**** Data shown

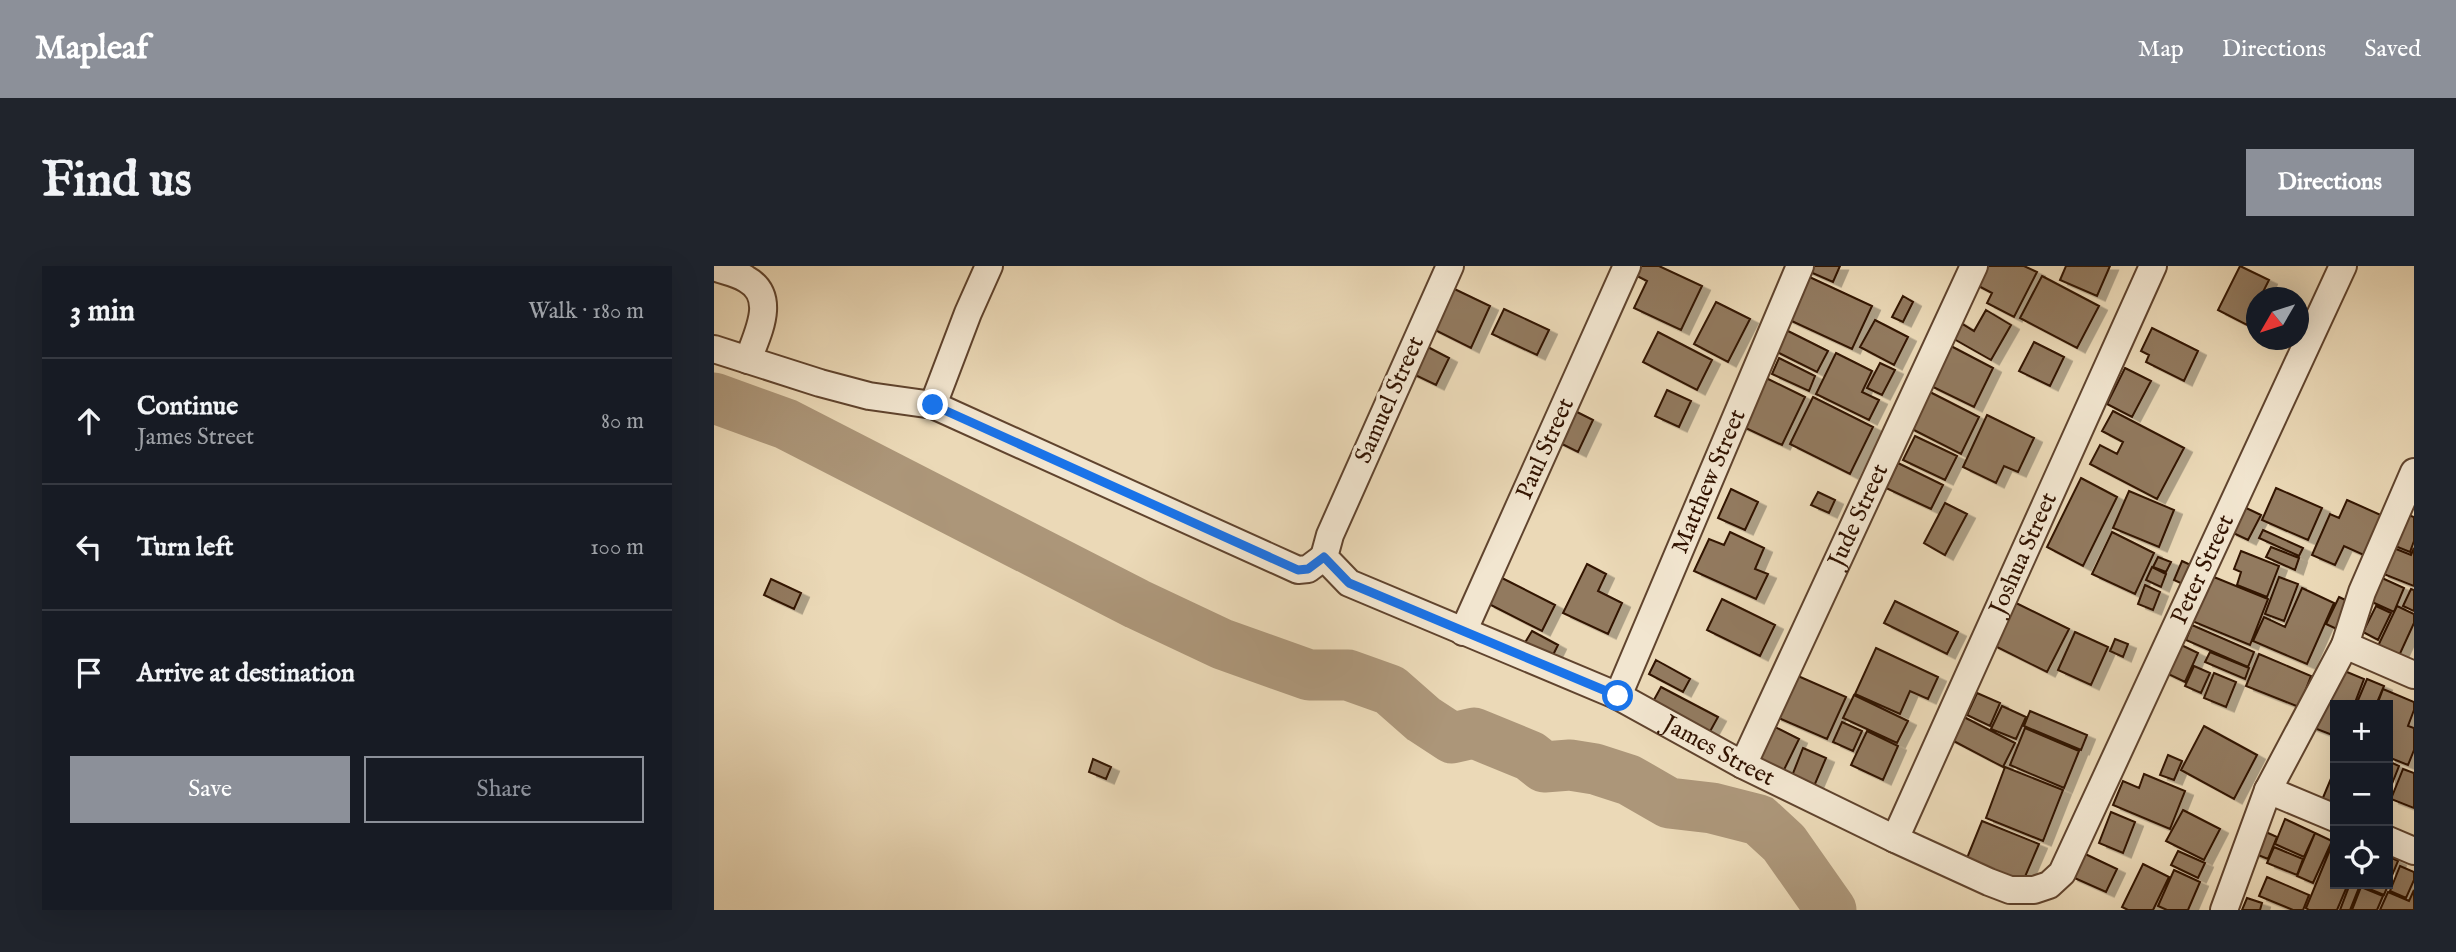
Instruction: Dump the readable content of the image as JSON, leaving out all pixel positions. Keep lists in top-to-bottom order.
{
  "streets": {
    "street": [
      "Samuel Street",
      "Paul Street",
      "Matthew Street",
      "Jude Street",
      "Joshua Street",
      "Peter Street",
      "James Street"
    ]
  },
  "crossings": [
    ["Samuel Street", "James Street"],
    ["Paul Street", "James Street"],
    ["Matthew Street", "James Street"],
    ["Jude Street", "James Street"],
    ["Joshua Street", "James Street"],
    ["Peter Street", "James Street"]
  ],
  "north": "bottom left",
  "page": {
    "header": "Mapleaf",
    "nav": ["Map", "Directions", "Saved"],
    "buttons": [
      "Directions",
      ["Save", "Share"]
    ],
    "title": "Find us",
    "heading": ["3 min", "Walk · 180 m"],
    "list": [
      ["Continue", "James Street", "80 m"],
      ["Turn left", "100 m"],
      "Arrive at destination"
    ],
    "map_buttons": ["+", "−"]
  }
}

********

• **Exercise objective**
Give the entries above again in full and exactly, but not the pictures.

• **Exercise output**
Instruction: Dump the readable content of the image as JSON, leaving out all pixel positions. Keep lists in top-to-bottom order.
{
  "streets": {
    "street": [
      "Samuel Street",
      "Paul Street",
      "Matthew Street",
      "Jude Street",
      "Joshua Street",
      "Peter Street",
      "James Street"
    ]
  },
  "crossings": [
    ["Samuel Street", "James Street"],
    ["Paul Street", "James Street"],
    ["Matthew Street", "James Street"],
    ["Jude Street", "James Street"],
    ["Joshua Street", "James Street"],
    ["Peter Street", "James Street"]
  ],
  "north": "bottom left",
  "page": {
    "header": "Mapleaf",
    "nav": ["Map", "Directions", "Saved"],
    "buttons": [
      "Directions",
      ["Save", "Share"]
    ],
    "title": "Find us",
    "heading": ["3 min", "Walk · 180 m"],
    "list": [
      ["Continue", "James Street", "80 m"],
      ["Turn left", "100 m"],
      "Arrive at destination"
    ],
    "map_buttons": ["+", "−"]
  }
}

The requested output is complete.